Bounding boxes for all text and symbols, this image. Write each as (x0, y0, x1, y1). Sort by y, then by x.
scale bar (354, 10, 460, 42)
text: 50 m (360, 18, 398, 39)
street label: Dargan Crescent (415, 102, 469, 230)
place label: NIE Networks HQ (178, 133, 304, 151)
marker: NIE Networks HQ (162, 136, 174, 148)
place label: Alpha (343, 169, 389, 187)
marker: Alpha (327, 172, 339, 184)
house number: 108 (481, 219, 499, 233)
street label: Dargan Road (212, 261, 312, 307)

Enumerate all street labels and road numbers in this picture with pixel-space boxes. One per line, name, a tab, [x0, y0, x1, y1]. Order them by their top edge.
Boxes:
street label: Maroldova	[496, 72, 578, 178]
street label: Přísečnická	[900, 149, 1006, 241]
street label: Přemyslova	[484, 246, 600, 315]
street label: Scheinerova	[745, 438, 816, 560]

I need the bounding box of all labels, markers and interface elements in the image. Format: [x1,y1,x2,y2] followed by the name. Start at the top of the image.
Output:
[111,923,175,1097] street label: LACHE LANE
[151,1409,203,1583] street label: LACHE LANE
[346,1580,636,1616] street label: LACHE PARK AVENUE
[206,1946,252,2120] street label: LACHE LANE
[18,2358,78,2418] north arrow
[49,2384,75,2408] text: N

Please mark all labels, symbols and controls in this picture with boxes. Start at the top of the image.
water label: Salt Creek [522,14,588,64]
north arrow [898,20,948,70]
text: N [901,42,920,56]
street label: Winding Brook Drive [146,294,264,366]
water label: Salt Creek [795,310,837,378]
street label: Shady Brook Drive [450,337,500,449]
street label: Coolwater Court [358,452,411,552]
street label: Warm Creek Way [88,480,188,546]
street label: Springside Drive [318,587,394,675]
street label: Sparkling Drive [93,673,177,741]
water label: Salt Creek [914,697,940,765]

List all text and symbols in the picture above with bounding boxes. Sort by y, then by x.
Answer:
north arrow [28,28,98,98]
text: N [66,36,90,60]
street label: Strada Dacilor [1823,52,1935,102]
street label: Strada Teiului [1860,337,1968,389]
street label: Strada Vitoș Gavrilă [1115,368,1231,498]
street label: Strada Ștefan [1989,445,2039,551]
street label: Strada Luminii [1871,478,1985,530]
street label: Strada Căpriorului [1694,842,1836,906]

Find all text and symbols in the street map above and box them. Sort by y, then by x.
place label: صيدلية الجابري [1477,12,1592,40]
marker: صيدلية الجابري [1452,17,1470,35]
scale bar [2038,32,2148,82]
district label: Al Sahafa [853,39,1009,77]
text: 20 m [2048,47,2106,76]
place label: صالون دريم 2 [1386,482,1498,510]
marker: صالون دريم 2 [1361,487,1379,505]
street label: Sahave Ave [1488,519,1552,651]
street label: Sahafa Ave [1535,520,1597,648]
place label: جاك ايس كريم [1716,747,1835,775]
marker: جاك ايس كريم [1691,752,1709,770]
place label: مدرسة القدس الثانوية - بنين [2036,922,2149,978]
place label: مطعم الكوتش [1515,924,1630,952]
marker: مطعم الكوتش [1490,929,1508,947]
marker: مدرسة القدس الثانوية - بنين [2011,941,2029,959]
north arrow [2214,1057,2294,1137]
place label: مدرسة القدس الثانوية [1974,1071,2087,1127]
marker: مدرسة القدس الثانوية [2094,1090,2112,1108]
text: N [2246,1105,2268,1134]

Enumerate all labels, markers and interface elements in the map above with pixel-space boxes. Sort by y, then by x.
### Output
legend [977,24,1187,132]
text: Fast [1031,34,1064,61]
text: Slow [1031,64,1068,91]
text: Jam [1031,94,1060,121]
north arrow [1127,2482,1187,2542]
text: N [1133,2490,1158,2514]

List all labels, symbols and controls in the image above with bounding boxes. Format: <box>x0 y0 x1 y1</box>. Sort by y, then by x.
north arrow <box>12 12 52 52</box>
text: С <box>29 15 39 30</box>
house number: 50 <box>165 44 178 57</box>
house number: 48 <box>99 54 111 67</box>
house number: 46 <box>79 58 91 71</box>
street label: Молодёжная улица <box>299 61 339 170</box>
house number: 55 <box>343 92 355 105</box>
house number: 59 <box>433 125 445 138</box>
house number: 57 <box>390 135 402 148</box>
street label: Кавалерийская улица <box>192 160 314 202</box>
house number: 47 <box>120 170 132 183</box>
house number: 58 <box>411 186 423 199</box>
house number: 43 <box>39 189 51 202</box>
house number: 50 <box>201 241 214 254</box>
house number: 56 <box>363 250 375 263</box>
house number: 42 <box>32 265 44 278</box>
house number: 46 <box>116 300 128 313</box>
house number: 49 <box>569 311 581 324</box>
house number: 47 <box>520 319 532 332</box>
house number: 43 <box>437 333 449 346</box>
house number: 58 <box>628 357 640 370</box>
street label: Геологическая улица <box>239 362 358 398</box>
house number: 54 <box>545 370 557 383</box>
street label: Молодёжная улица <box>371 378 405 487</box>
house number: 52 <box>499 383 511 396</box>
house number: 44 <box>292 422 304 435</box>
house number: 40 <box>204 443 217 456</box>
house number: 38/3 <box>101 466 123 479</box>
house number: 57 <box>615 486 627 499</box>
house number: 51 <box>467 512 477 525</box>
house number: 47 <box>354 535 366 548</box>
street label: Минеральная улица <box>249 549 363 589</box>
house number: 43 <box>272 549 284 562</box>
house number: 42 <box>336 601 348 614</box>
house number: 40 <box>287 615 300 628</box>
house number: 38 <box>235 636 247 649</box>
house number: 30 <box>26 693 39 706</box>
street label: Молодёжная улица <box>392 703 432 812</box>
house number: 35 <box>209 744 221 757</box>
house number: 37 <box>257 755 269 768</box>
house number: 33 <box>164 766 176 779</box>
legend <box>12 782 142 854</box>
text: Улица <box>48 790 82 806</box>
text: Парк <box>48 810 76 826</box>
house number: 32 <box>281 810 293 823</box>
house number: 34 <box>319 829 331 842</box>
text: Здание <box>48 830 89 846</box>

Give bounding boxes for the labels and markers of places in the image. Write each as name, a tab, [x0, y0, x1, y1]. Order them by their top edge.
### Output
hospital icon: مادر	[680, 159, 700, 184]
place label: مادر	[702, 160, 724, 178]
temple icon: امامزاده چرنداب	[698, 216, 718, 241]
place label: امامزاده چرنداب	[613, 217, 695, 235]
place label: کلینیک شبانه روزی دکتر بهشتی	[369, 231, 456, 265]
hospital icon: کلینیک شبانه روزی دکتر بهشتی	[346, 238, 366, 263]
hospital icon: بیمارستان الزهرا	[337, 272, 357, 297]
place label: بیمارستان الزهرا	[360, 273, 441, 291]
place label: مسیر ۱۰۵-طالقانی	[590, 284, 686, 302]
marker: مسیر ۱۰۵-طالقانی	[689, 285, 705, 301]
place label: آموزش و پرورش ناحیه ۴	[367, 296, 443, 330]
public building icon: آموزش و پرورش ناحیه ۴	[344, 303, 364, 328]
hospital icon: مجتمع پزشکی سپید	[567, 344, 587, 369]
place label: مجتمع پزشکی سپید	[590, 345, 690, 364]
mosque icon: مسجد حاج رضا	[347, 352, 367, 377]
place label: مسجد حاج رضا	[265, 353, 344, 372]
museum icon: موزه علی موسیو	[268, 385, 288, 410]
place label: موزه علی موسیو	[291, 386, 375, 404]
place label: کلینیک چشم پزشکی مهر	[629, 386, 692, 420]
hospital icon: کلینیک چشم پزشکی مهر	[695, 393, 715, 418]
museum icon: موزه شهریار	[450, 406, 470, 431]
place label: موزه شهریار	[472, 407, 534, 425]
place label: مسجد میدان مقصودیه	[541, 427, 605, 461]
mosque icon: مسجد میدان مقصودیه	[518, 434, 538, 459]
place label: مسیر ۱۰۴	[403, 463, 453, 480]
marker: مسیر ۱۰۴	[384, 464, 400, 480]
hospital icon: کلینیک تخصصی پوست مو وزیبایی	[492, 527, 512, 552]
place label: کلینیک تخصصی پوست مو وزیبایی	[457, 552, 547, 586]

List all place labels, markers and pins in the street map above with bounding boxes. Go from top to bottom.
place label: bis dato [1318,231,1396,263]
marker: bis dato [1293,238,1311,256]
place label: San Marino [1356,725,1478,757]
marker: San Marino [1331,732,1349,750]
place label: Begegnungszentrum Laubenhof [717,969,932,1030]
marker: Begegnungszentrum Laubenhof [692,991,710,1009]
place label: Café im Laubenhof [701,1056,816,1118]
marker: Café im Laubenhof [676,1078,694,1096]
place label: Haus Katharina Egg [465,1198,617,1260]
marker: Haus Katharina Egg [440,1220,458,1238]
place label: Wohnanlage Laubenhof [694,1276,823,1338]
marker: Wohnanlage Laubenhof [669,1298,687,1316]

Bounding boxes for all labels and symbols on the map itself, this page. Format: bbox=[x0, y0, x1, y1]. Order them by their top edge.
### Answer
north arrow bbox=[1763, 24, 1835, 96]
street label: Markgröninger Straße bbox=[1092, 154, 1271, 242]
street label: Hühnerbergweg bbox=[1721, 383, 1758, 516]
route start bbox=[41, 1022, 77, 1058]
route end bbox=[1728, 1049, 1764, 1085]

++++

- Problem to solve
Across the whole listing, tally the lines that include the string "elements". Reply with the number only.

- Result of the exercise
2